=== What the task asks ===
Sort through the data and copy the lines holding the word "Sanford".
*** The input Section Begins ***
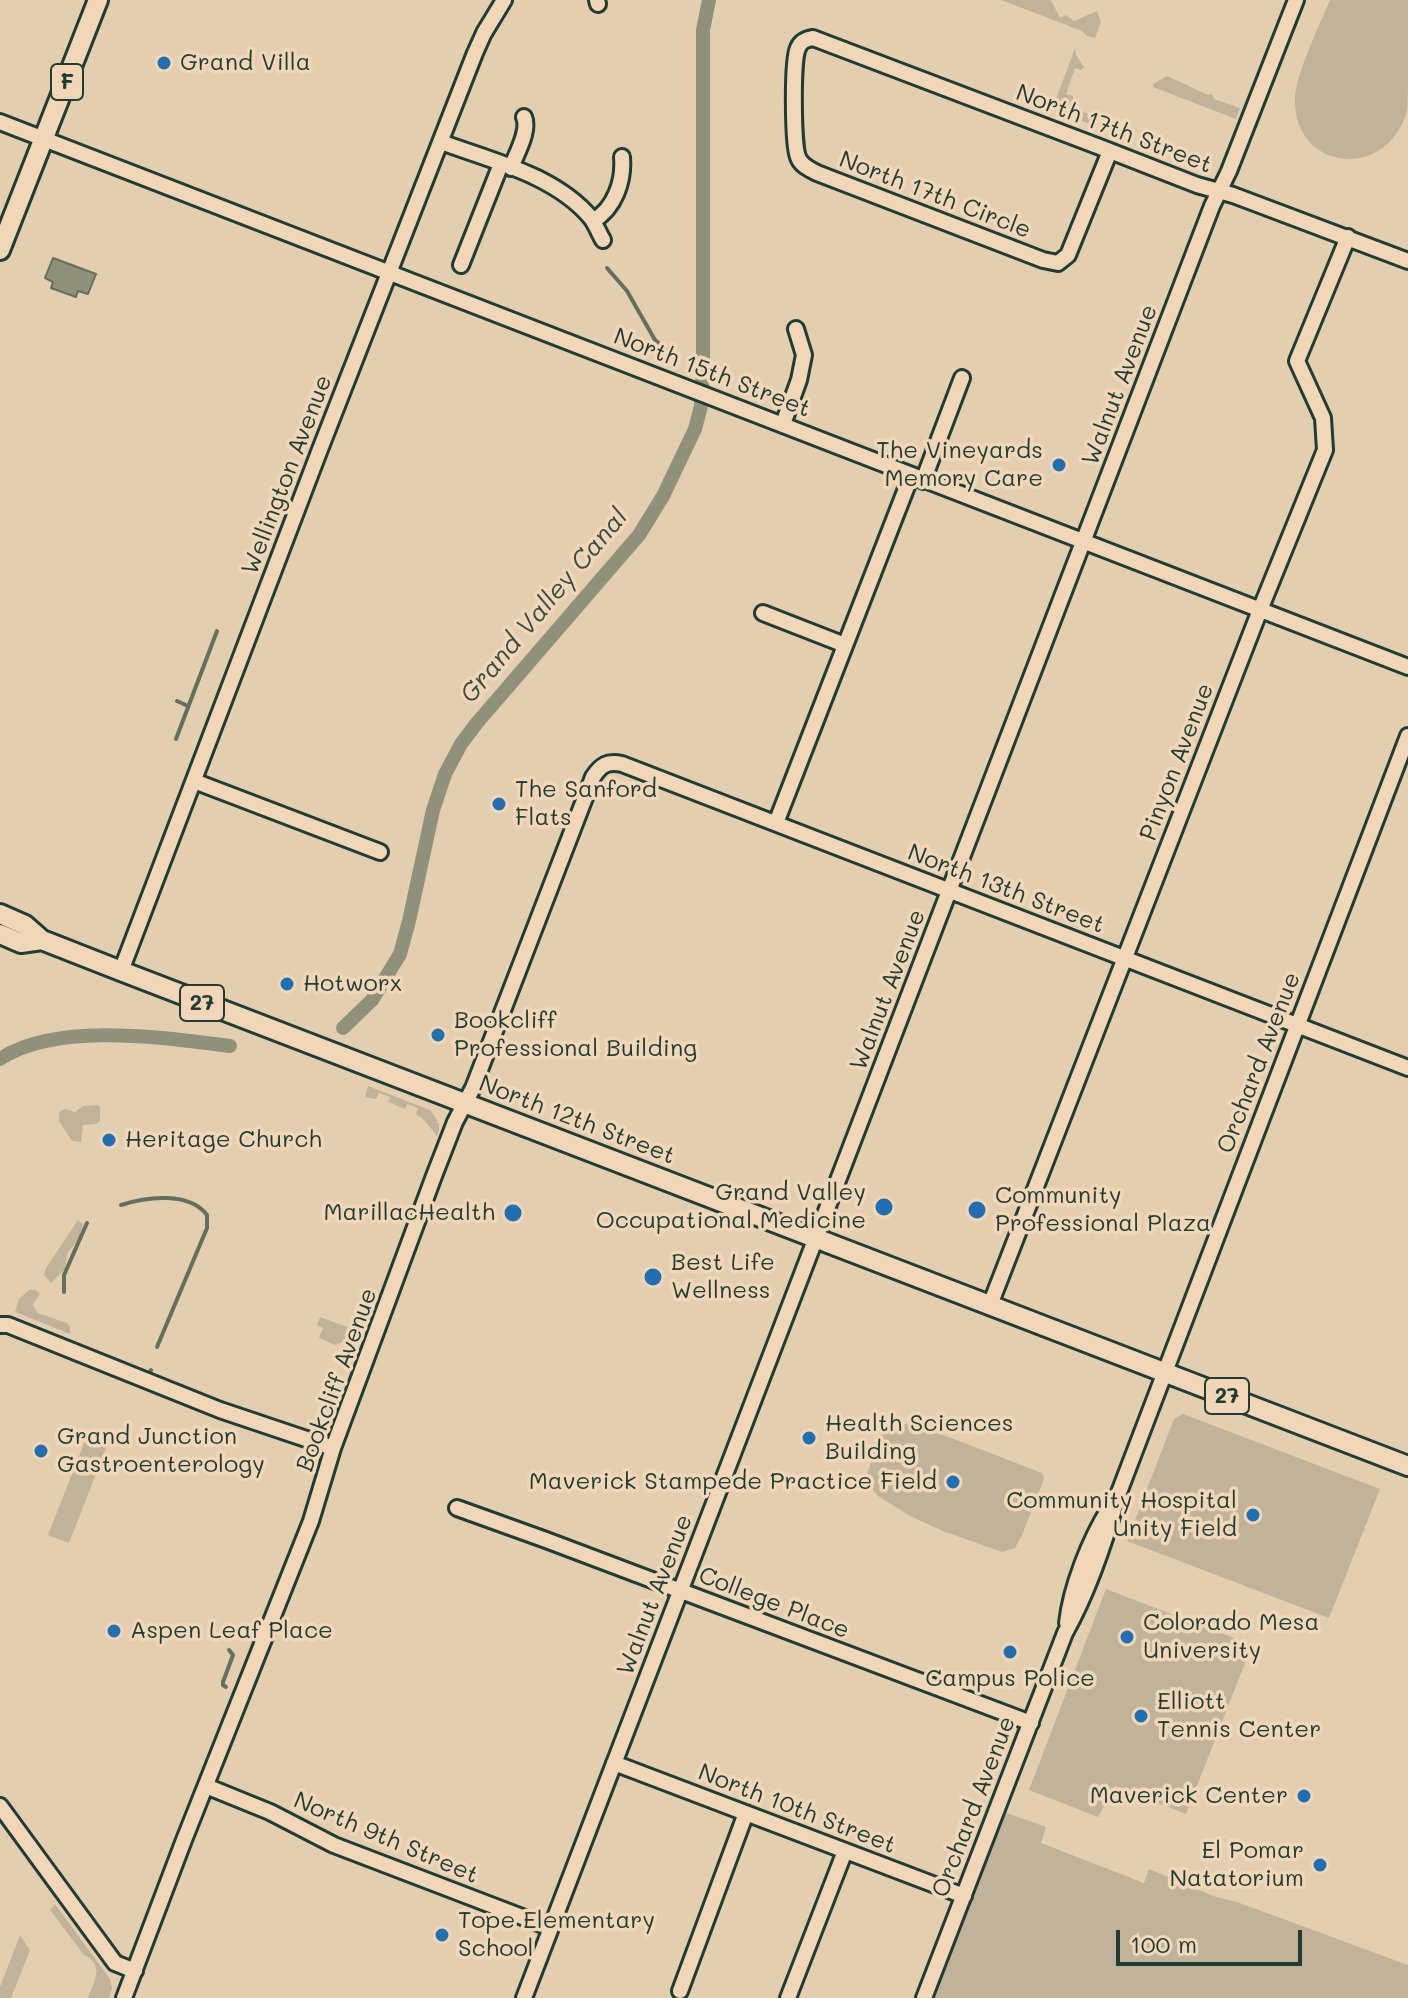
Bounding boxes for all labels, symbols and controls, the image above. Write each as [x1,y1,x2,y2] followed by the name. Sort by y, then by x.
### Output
[180,49,311,77] place label: Grand Villa
[155,54,173,72] marker: Grand Villa
[51,64,83,100] road number: F
[1012,78,1216,180] street label: North 17th Street
[835,145,1035,245] street label: North 17th Circle
[1076,301,1164,469] street label: Walnut Avenue
[609,322,815,424] street label: North 15th Street
[236,371,338,579] street label: Wellington Avenue
[876,437,1043,493] place label: The Vineyards Memory Care
[1050,456,1068,474] marker: The Vineyards Memory Care
[454,502,634,710] water label: Grand Valley Canal
[1134,679,1220,845] street label: Pinyon Avenue
[515,776,657,832] place label: The Sanford Flats
[490,795,508,813] marker: The Sanford Flats
[903,838,1109,940] street label: North 13th Street
[844,906,932,1074] street label: Walnut Avenue
[1211,968,1307,1158] street label: Orchard Avenue
[303,970,402,998] place label: Hotworx
[278,975,296,993] marker: Hotworx
[180,985,224,1021] road number: 27
[454,1007,697,1063] place label: Bookcliff Professional Building
[429,1026,447,1044] marker: Bookcliff Professional Building
[475,1069,679,1171] street label: North 12th Street
[125,1126,322,1154] place label: Heritage Church
[100,1131,118,1149] marker: Heritage Church
[596,1179,866,1235] place label: Grand Valley Occupational Medicine
[995,1182,1211,1238] place label: Community Professional Plaza
[873,1196,895,1218] marker: Grand Valley Occupational Medicine
[323,1199,495,1227] place label: MarillacHealth
[966,1199,988,1221] marker: Community Professional Plaza
[502,1202,524,1224] marker: MarillacHealth
[671,1249,775,1305] place label: Best Life Wellness
[642,1266,664,1288] marker: Best Life Wellness
[290,1284,384,1476] street label: Bookcliff Avenue
[1205,1378,1249,1414] road number: 27
[825,1410,1013,1466] place label: Health Sciences Building
[57,1423,265,1479] place label: Grand Junction Gastroenterology
[800,1429,818,1447] marker: Health Sciences Building
[32,1442,50,1460] marker: Grand Junction Gastroenterology
[529,1468,937,1496] place label: Maverick Stampede Practice Field
[944,1473,962,1491] marker: Maverick Stampede Practice Field
[1006,1487,1237,1543] place label: Community Hospital Unity Field
[1244,1506,1262,1524] marker: Community Hospital Unity Field
[611,1511,699,1679] street label: Walnut Avenue
[694,1561,854,1645] street label: College Place
[1143,1609,1319,1665] place label: Colorado Mesa University
[130,1617,333,1645] place label: Aspen Leaf Place
[105,1622,123,1640] marker: Aspen Leaf Place
[1118,1628,1136,1646] marker: Colorado Mesa University
[1001,1643,1019,1661] marker: Campus Police
[925,1665,1095,1693] place label: Campus Police
[1157,1688,1321,1744] place label: Elliott Tennis Center
[1132,1707,1150,1725] marker: Elliott Tennis Center
[926,1712,1022,1902] street label: Orchard Avenue
[694,1758,900,1860] street label: North 10th Street
[1090,1782,1288,1810] place label: Maverick Center
[289,1786,483,1890] street label: North 9th Street
[1295,1787,1313,1805] marker: Maverick Center
[1169,1837,1304,1893] place label: El Pomar Natatorium
[1311,1856,1329,1874] marker: El Pomar Natatorium
[458,1907,655,1963] place label: Tope Elementary School
[1120,1914,1306,1964] scale bar
[433,1926,451,1944] marker: Tope Elementary School
[1130,1928,1197,1959] text: 100 m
*** The input Section Ends ***
=== Your response ===
[515,776,657,832] place label: The Sanford Flats
[490,795,508,813] marker: The Sanford Flats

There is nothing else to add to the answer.